Il est bien loin le traité de Shimonoseki, ils sont bien loin les traités inégaux qui avaient vu la Chine tomber au rang de pays dominé, en partie envahi et colonisé. Bien que les relations économiques soient très intenses, le Japon très développé mais avec des taux de croissance faibles voire nuls, dépassé par son voisin en tant que seconde puissance économique mondiale, prend ombrage de cette nouvelle situation et voit se réveiller son vieux nationalisme impérial (le Japon a encore un empereur !). Il veut oublier sa capitulation et 1945 et entreprend de remettre en cause les accords de 1945. Il le fait avec la question des Iles Kouriles qu’il veut reprendre à la Russie et avec les Diaoyu/Senkaku qu’il veut reprendre à la Chine.

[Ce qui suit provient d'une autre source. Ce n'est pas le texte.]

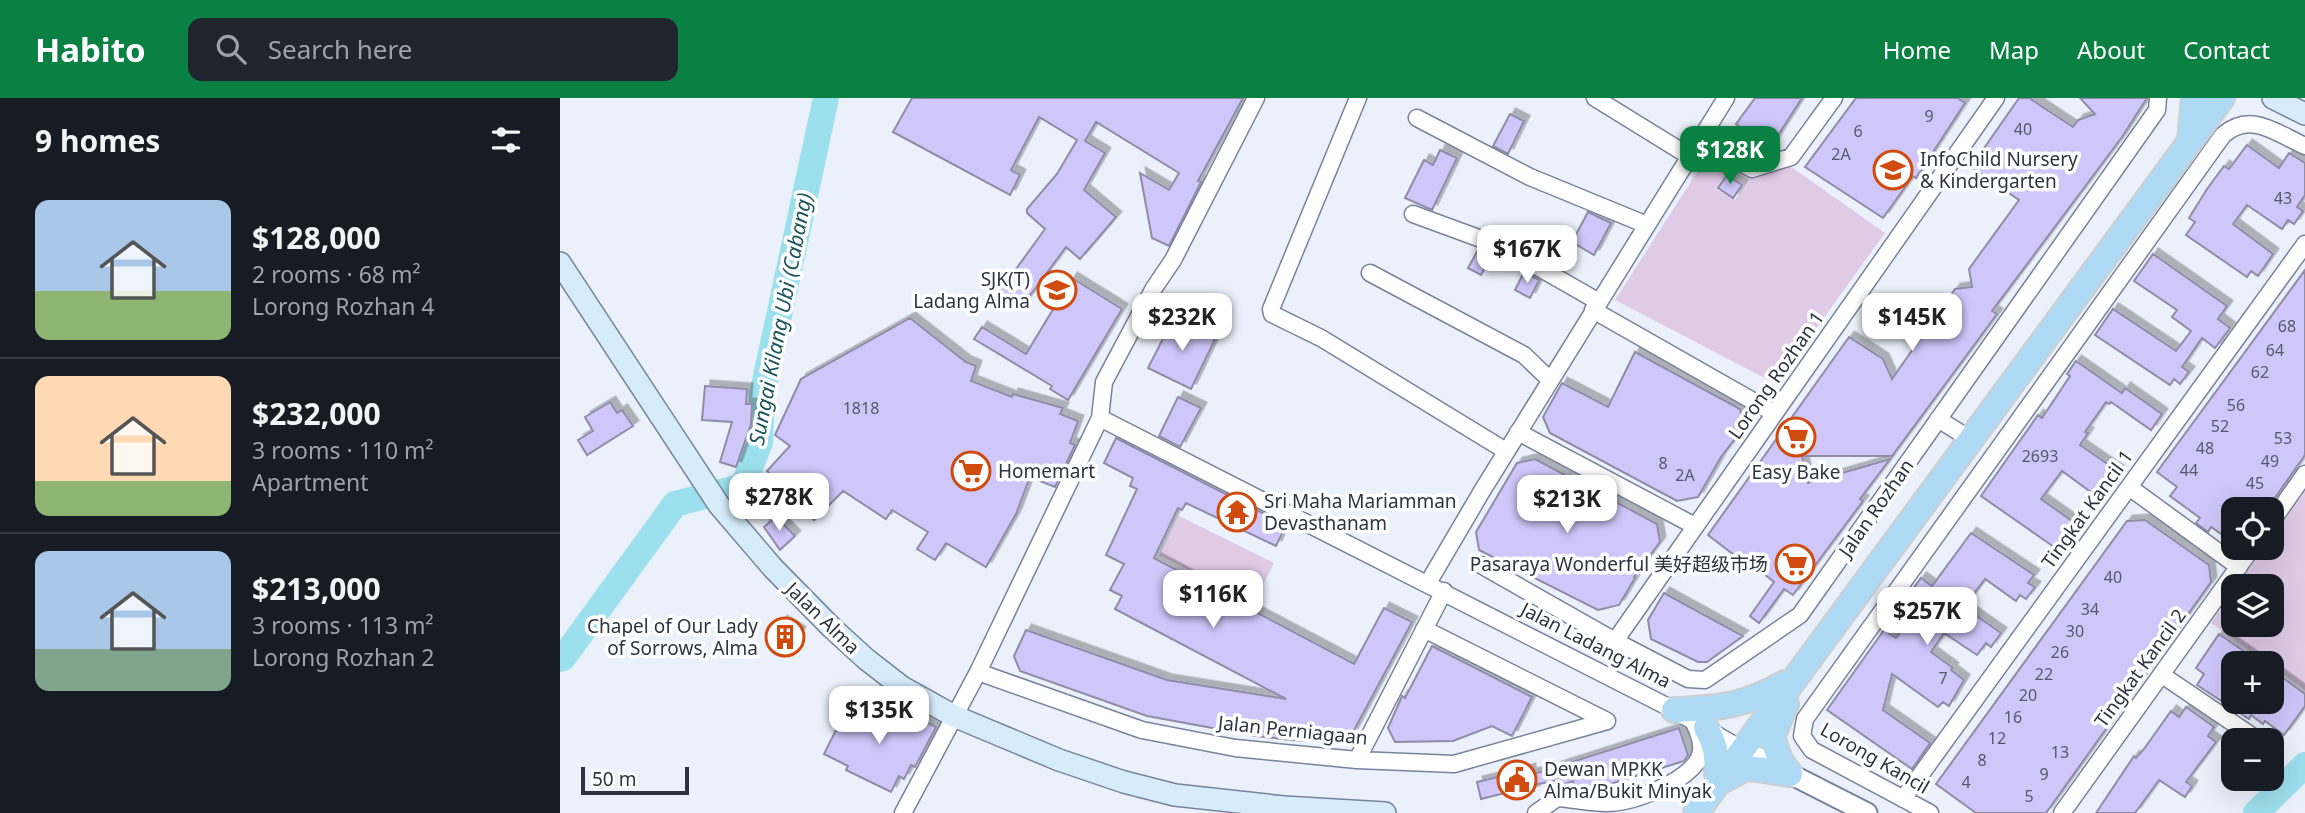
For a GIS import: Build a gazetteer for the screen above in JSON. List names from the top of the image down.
{
  "streets": {
    "main road": ["Jalan Rozhan", "Jalan Alma"],
    "street": [
      "Lorong Rozhan 1",
      "Tingkat Kancil 1",
      "Jalan Ladang Alma",
      "Tingkat Kancil 2",
      "Jalan Perniagaan",
      "Lorong Kancil"
    ]
  },
  "crossings": [
    ["Lorong Rozhan 1", "Jalan Rozhan"],
    ["Jalan Rozhan", "Jalan Ladang Alma"],
    ["Tingkat Kancil 1", "Lorong Kancil"]
  ],
  "water": ["Sungai Kilang Ubi (Cabang)"],
  "places": {
    "school or university": ["InfoChild Nursery & Kindergarten", "SJK(T) Ladang Alma"],
    "supermarket": ["Easy Bake", "Homemart", "Pasaraya Wonderful 美好超级市场"],
    "temple": ["Sri Maha Mariamman Devasthanam"],
    "building": ["Chapel of Our Lady of Sorrows, Alma"],
    "public building": ["Dewan MPKK Alma/Bukit Minyak"]
  },
  "house_numbers": [
    "9",
    "40",
    "6",
    "2A",
    "43",
    "68",
    "64",
    "62",
    "56",
    "1818",
    "52",
    "53",
    "48",
    "2693",
    "49",
    "8",
    "44",
    "2A",
    "45",
    "40",
    "34",
    "30",
    "26",
    "22",
    "7",
    "20",
    "16",
    "12",
    "13",
    "8",
    "9",
    "4",
    "5"
  ],
  "scale_bar": "50 m",
  "page": {
    "header": "Habito",
    "search": "Search here",
    "nav": [
      "Home",
      "Map",
      "About",
      "Contact"
    ],
    "heading": "9 homes",
    "price": [
      "$128K",
      "$167K",
      "$232K",
      "$145K",
      "$278K",
      "$213K",
      "$116K",
      "$257K",
      "$135K"
    ],
    "list": [
      {
        "name": "$128,000",
        "note": "2 rooms · 68 m² · Lorong Rozhan 4"
      },
      {
        "name": "$232,000",
        "note": "3 rooms · 110 m² · Apartment"
      },
      {
        "name": "$213,000",
        "note": "3 rooms · 113 m² · Lorong Rozhan 2"
      }
    ],
    "map_buttons": ["+", "−"],
    "scale": "50 m"
  }
}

Cette politique va donner lieu à un premier incident diplomatique en 2010. Des chalutiers chinois pêchant dans l’archipel sont menacés par des patrouilleurs militaires japonais. Un des chalutiers réagit vigoureusement et vient tamponner les navires de guerre japonais. Il est arraisonné et son commandant expédié au Japon. Il est prévu de le faire juger pour violation des eaux territoriales japonaises. Le gouvernement chinois proteste, les Etats-Unis ne disent rien, le Japon se trouve isolé et l’incident diplomatique qu’il a fabriqué tourne court. Le commandant du chalutier est libéré sans procès. Il  rentre en Chine comme un héros.

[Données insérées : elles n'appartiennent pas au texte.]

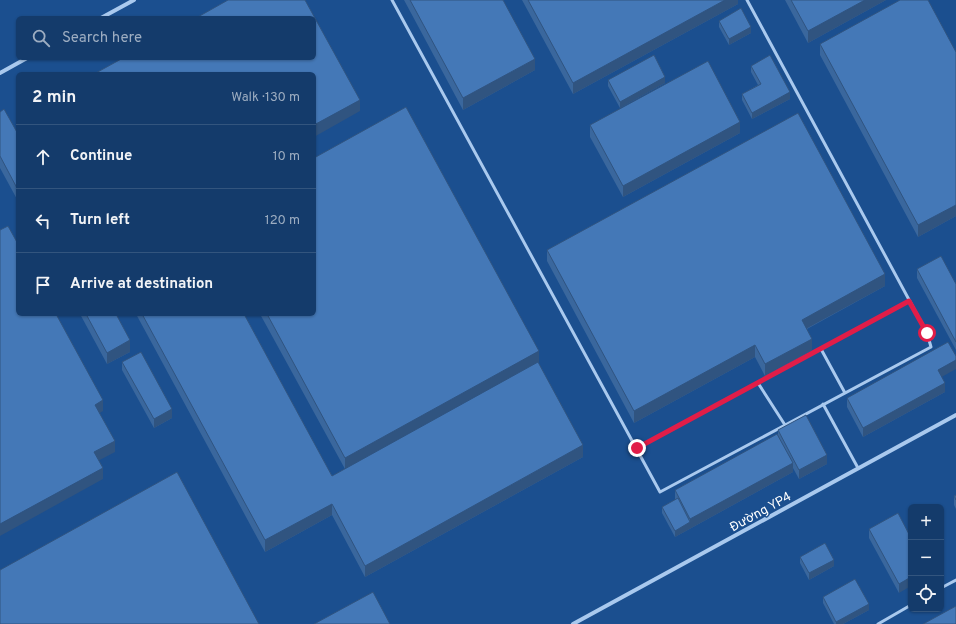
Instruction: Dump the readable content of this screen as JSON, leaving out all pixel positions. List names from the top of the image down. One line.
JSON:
{"streets":{"street":["Đường YP4"]},"page":{"search":"Search here","heading":["2 min","Walk · 130 m"],"list":[["Continue","10 m"],["Turn left","120 m"],"Arrive at destination"],"map_buttons":["+","−"]}}
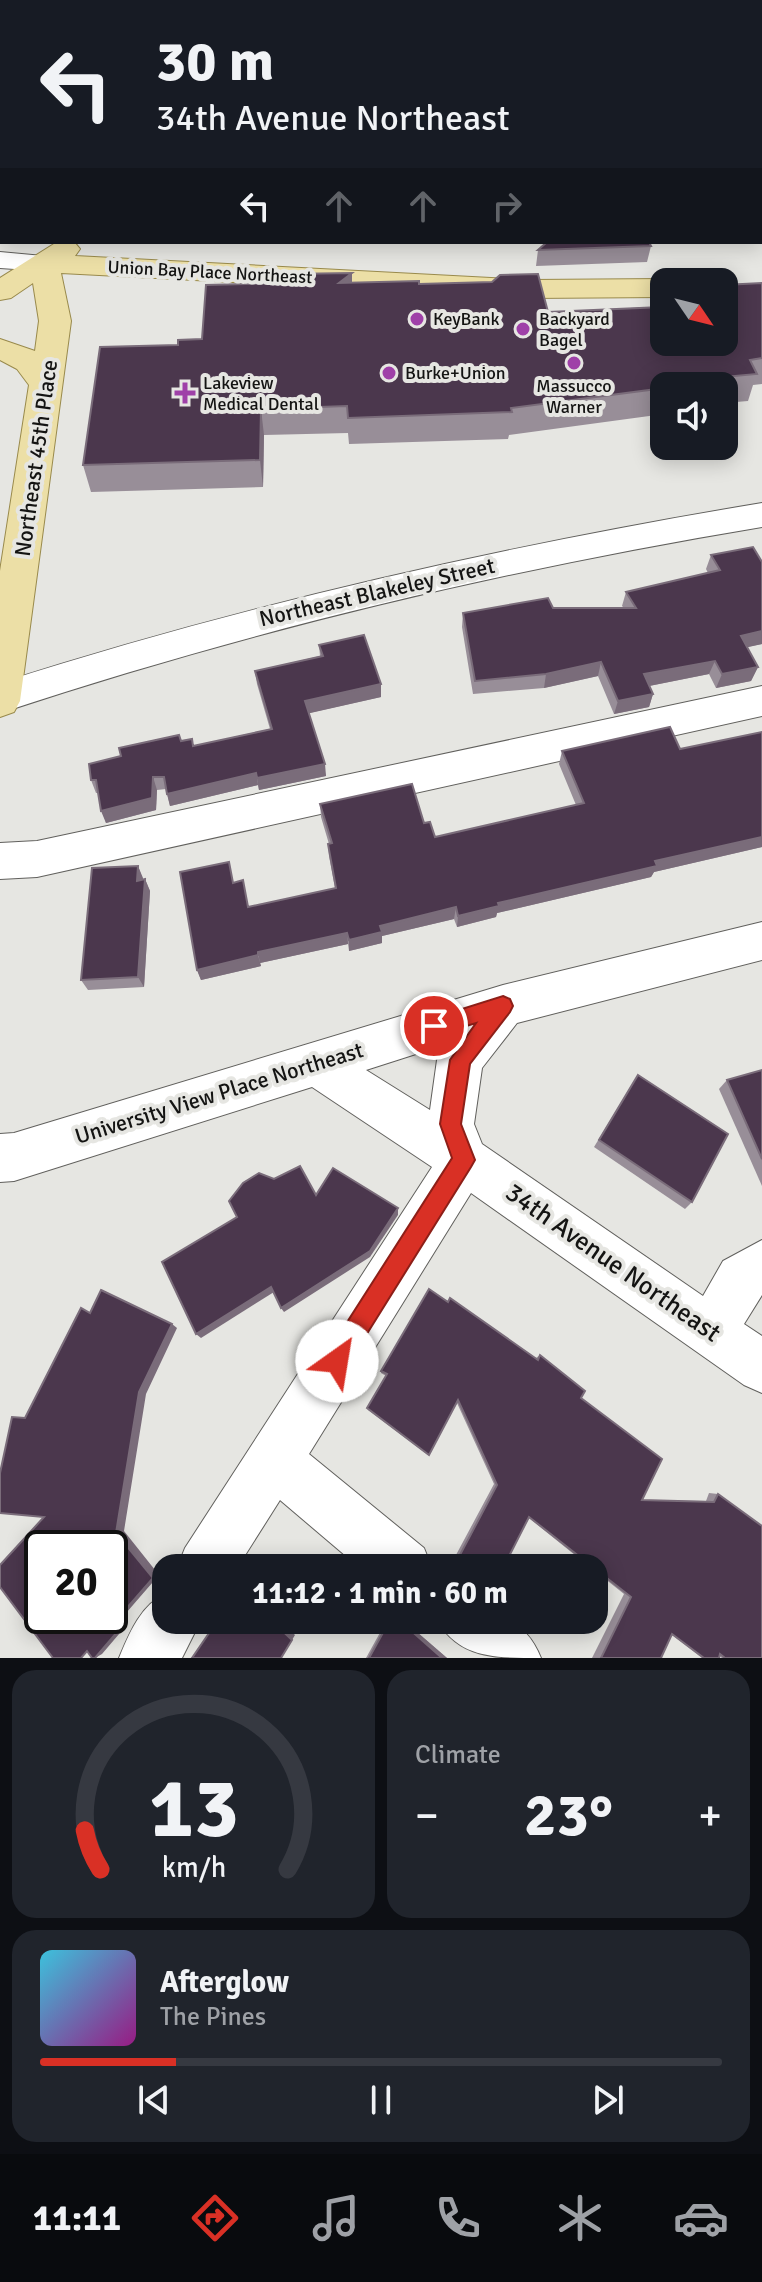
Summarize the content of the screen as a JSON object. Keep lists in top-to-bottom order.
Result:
{
  "streets": {
    "main road": ["Union Bay Place Northeast", "Northeast 45th Place"],
    "street": ["Northeast Blakeley Street", "University View Place Northeast", "34th Avenue Northeast"]
  },
  "crossings": [
    ["Union Bay Place Northeast", "Northeast 45th Place"],
    ["Northeast 45th Place", "Northeast Blakeley Street"],
    ["University View Place Northeast", "34th Avenue Northeast"]
  ],
  "places": {
    "other": [
      "KeyBank",
      "Backyard Bagel",
      "Massucco Warner",
      "Burke+Union"
    ],
    "health": ["Lakeview Medical Dental"]
  },
  "north": "bottom right",
  "page": {
    "turn": ["30 m", "34th Avenue Northeast"],
    "limit": "20",
    "trip": "11:12 · 1 min · 60 m",
    "tile": "Climate",
    "heat": ["−", "23°", "+"],
    "song": ["Afterglow", "The Pines"],
    "tabs": "11:11",
    "gauge": ["13", "km/h"]
  }
}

Pour autant le Japon ne change pas de politique et il va tenter de profiter de la nouvelle stratégie des Etats-Unis dans le Pacifique annoncée en 2012. Cette stratégie confirme la zone Pacifique comme la région clé du monde et  la Chine comme adversaire principal dans cette région. Le Japon pense donc pouvoir compter cette fois sur l’appui des Etats-Unis pour relancer son offensive sur les iles Diaoyu/Senkaku. Les manœuvres politiques débutent au printemps 2012. Elles consistent à lancer une campagne pour faire acheter les iles qui seraient propriété privée d’un citoyen japonais par le gouvernement. Il s’agirait d’une sorte de « nationalisation ».

Les discussions se poursuivent entre la municipalité de Tokyo  qui pourrait également se porter acquéreur et le gouvernement. Le 10 Juin, la veille de l’ouverture du débat parlementaire sur la question,  six membres du parlement japonais se rendent sur les iles. Le 7 Juillet le premier ministre Yoshihiko Noda confirme qu’il négocie l’achat des iles au propriétaire privé.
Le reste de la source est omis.